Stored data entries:
________________________

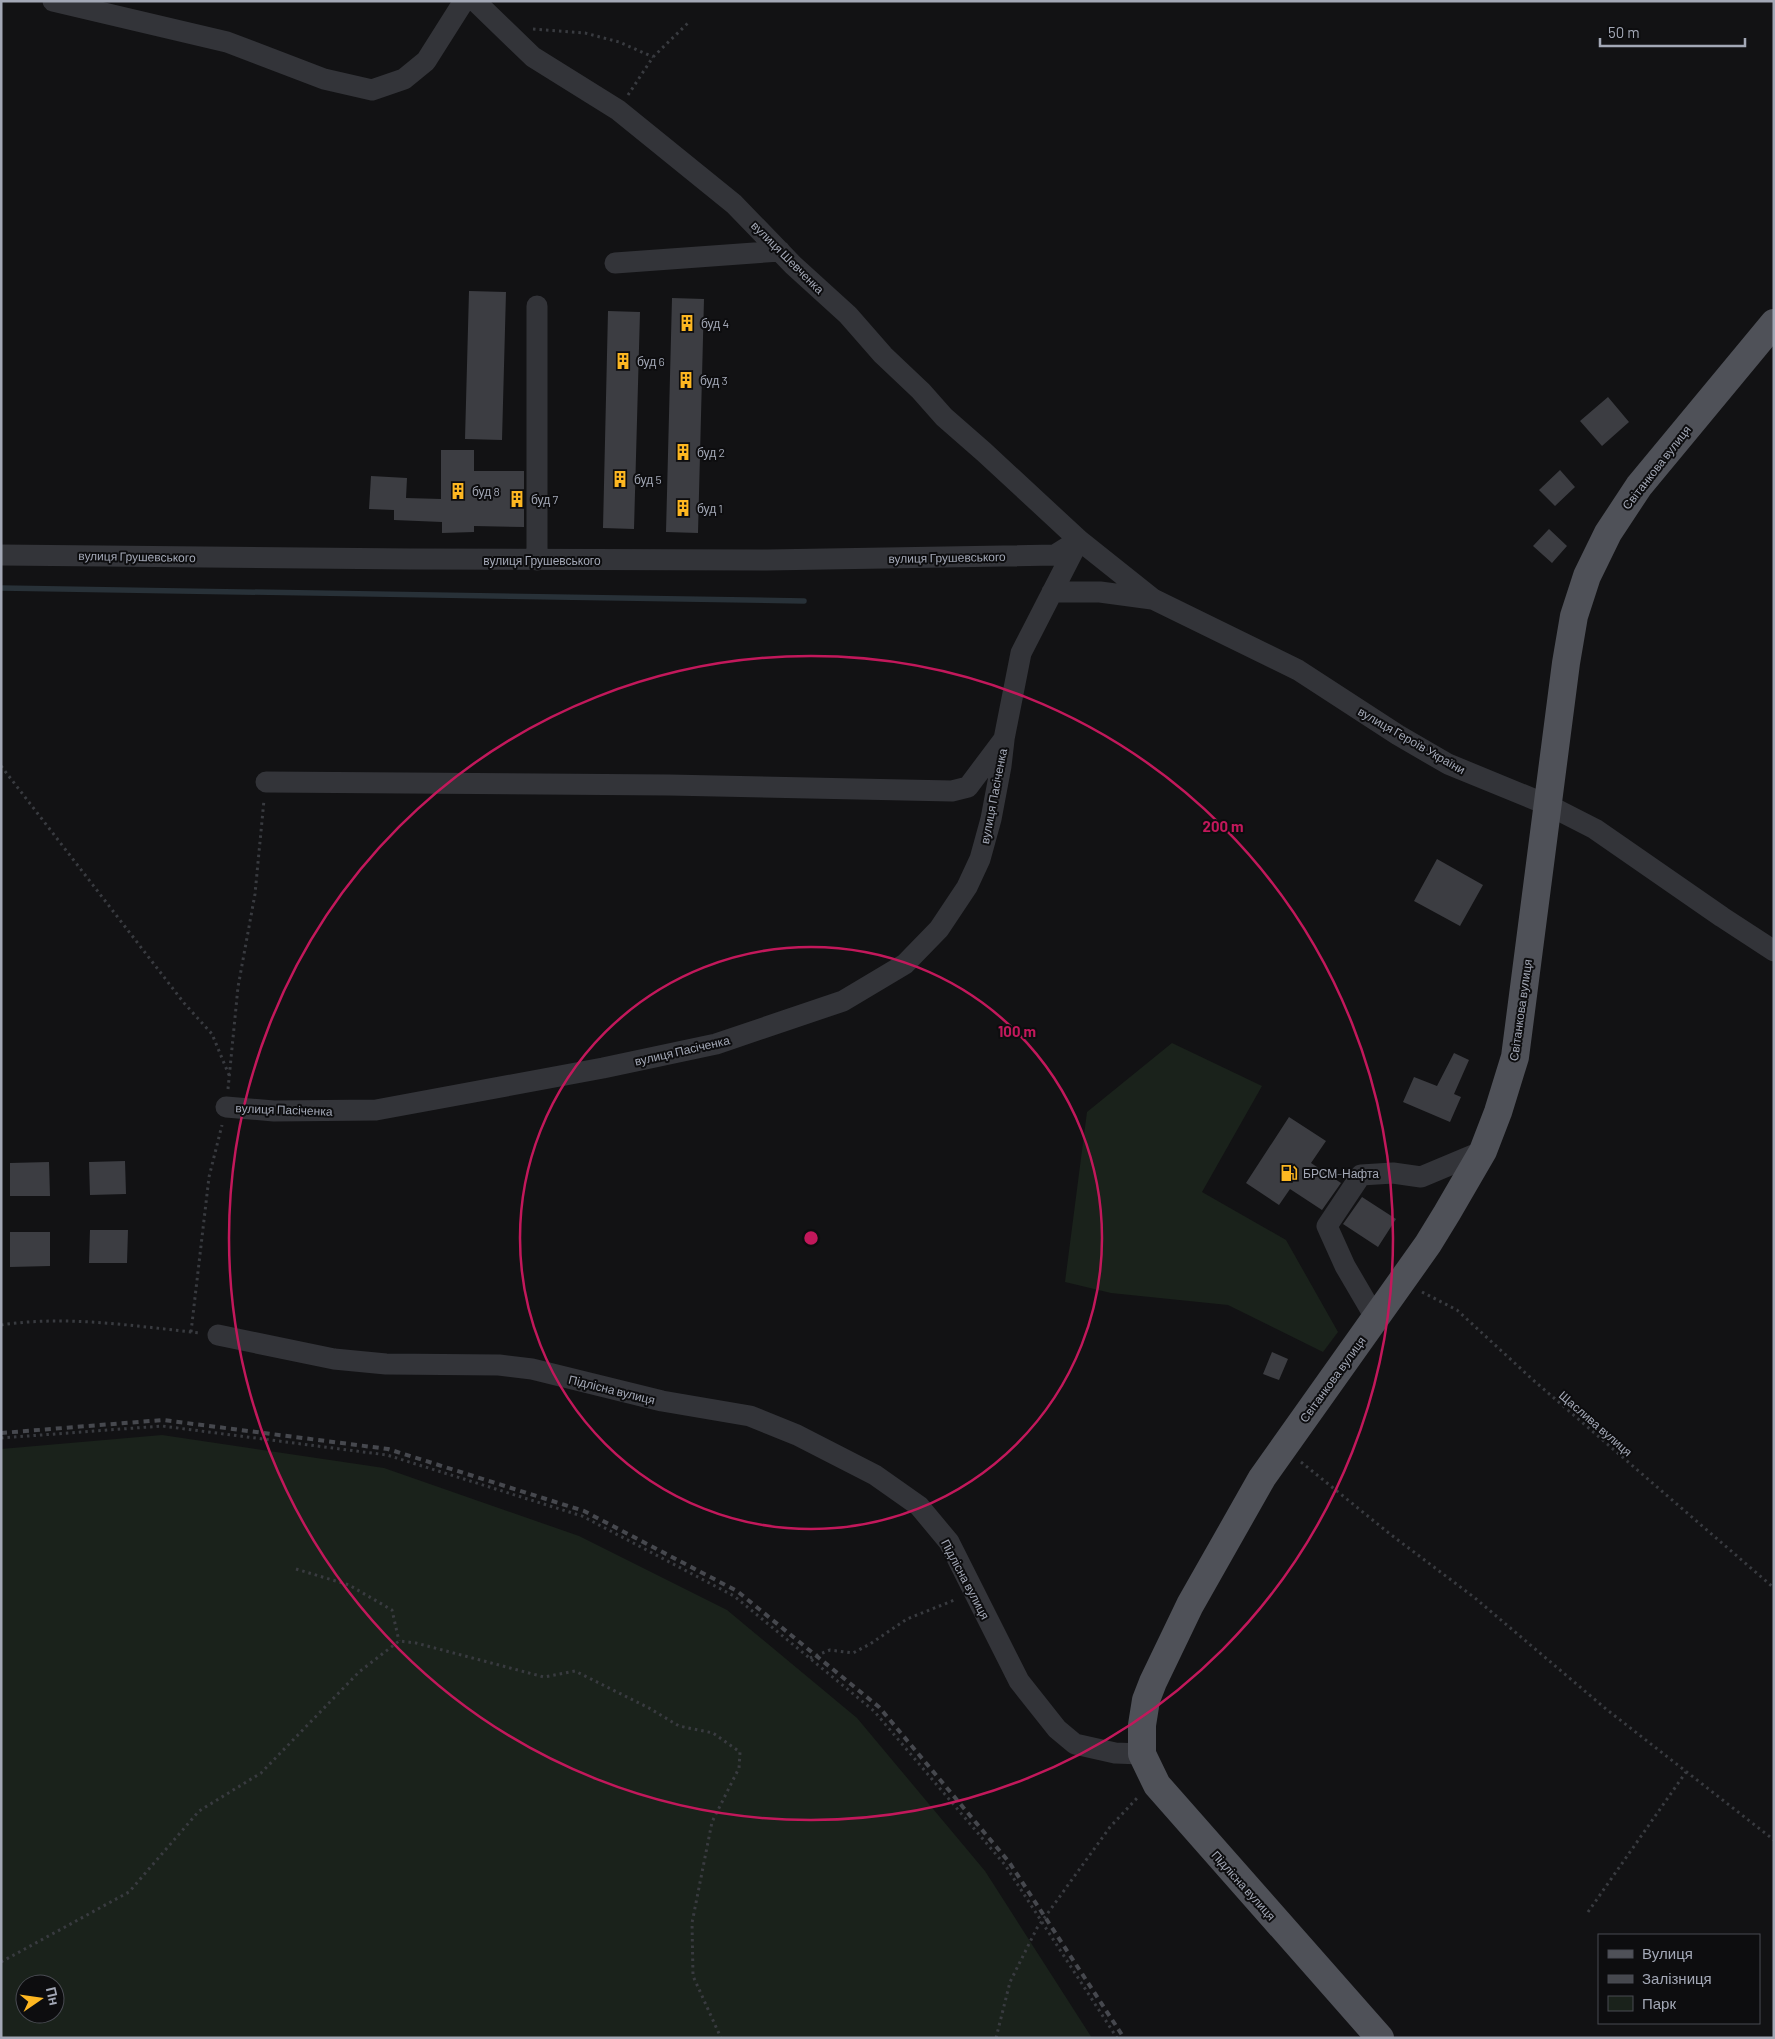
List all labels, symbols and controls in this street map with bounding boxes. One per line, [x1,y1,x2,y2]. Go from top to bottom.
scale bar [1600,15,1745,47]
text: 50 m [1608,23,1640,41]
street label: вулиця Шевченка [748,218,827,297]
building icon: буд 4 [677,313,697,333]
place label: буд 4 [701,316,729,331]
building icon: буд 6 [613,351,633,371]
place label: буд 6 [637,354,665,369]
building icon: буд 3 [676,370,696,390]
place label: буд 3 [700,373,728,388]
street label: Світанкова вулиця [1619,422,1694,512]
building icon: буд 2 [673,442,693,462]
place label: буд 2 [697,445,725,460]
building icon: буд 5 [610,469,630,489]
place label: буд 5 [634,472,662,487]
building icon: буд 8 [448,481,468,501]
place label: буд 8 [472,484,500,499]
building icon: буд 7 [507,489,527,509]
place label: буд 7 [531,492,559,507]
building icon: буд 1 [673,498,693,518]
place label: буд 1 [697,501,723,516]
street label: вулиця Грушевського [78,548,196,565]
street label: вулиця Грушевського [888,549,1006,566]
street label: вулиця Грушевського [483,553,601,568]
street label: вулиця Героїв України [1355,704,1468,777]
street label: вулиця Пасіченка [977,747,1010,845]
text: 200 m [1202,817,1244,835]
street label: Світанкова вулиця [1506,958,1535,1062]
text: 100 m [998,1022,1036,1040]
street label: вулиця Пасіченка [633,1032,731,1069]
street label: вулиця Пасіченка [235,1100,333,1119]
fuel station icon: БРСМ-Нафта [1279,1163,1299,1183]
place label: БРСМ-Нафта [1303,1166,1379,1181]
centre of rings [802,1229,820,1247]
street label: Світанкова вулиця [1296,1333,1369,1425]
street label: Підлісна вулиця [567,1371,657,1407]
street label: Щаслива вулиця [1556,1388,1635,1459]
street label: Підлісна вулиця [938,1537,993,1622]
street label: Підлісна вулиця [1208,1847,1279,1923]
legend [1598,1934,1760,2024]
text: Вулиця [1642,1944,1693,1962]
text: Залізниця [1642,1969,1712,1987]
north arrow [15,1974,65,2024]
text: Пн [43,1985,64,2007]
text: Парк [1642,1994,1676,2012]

________________________

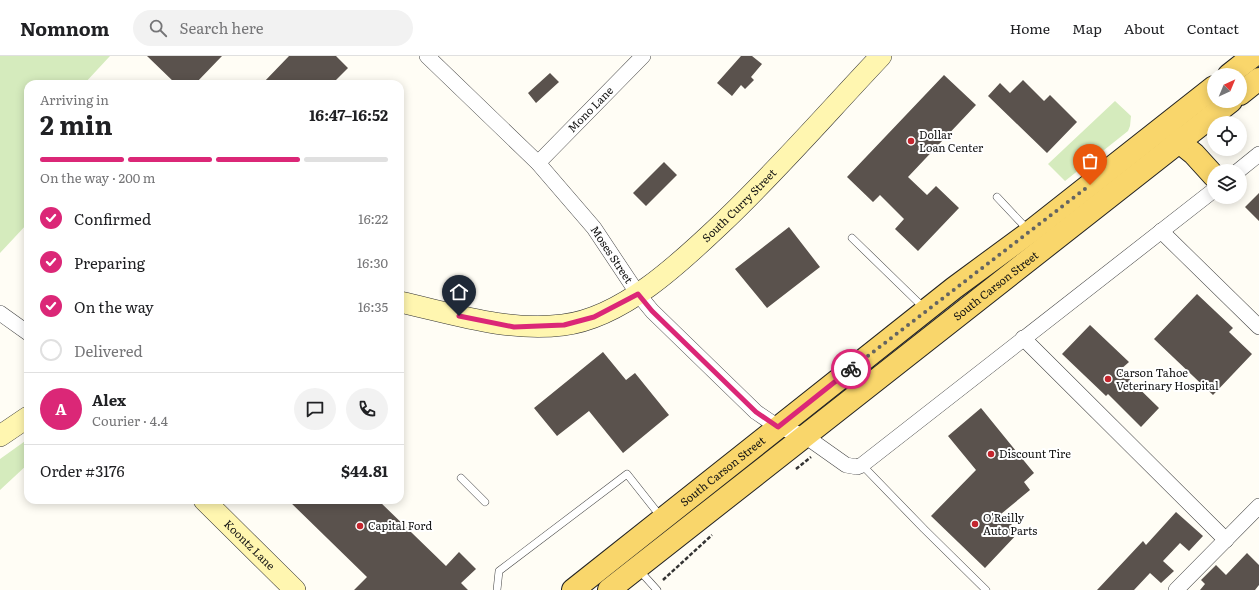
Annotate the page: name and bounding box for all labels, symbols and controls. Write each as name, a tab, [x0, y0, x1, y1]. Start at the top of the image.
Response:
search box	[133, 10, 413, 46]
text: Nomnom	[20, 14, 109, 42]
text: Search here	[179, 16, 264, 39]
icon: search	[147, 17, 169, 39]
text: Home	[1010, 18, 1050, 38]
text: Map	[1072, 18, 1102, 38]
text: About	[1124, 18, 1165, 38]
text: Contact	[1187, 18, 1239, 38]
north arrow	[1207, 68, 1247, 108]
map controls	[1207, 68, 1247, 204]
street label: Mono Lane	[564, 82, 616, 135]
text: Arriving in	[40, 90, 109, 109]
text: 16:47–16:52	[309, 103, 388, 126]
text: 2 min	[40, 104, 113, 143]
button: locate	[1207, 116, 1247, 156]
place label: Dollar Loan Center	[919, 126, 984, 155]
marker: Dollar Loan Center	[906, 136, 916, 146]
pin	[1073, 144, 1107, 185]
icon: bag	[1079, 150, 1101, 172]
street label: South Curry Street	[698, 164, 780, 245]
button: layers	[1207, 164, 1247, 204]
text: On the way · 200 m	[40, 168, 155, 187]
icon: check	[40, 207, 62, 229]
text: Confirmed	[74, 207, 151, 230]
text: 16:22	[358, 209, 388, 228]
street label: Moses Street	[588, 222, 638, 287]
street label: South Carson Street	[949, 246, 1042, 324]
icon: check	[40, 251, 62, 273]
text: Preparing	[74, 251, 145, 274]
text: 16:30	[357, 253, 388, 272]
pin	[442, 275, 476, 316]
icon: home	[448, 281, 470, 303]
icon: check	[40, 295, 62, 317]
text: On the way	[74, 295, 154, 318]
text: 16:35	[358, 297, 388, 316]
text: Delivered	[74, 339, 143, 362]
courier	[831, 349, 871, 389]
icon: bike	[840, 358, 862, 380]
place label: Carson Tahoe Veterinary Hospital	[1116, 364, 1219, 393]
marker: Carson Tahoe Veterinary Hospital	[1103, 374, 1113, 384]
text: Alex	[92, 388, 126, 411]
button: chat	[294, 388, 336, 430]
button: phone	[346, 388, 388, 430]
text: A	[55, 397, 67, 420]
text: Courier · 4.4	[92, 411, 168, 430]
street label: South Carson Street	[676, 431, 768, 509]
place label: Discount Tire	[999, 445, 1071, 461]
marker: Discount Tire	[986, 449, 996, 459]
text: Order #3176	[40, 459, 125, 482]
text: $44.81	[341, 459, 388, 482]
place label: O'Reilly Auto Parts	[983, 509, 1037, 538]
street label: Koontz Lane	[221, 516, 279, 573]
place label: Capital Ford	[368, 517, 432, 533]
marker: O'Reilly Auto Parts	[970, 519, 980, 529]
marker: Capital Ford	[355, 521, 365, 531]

________________________

INSTRUCTIONS FOR THE TASK: From the data above, copy out every line with the string "symbols" in it.

TASK SOLUTION:
List all labels, symbols and controls in this street map with bounding boxes. One per line, [x1,y1,x2,y2]. Go from top to bottom.
Annotate the page: name and bounding box for all labels, symbols and controls. Write each as name, a tab, [x0, y0, x1, y1]. Start at the top of the image.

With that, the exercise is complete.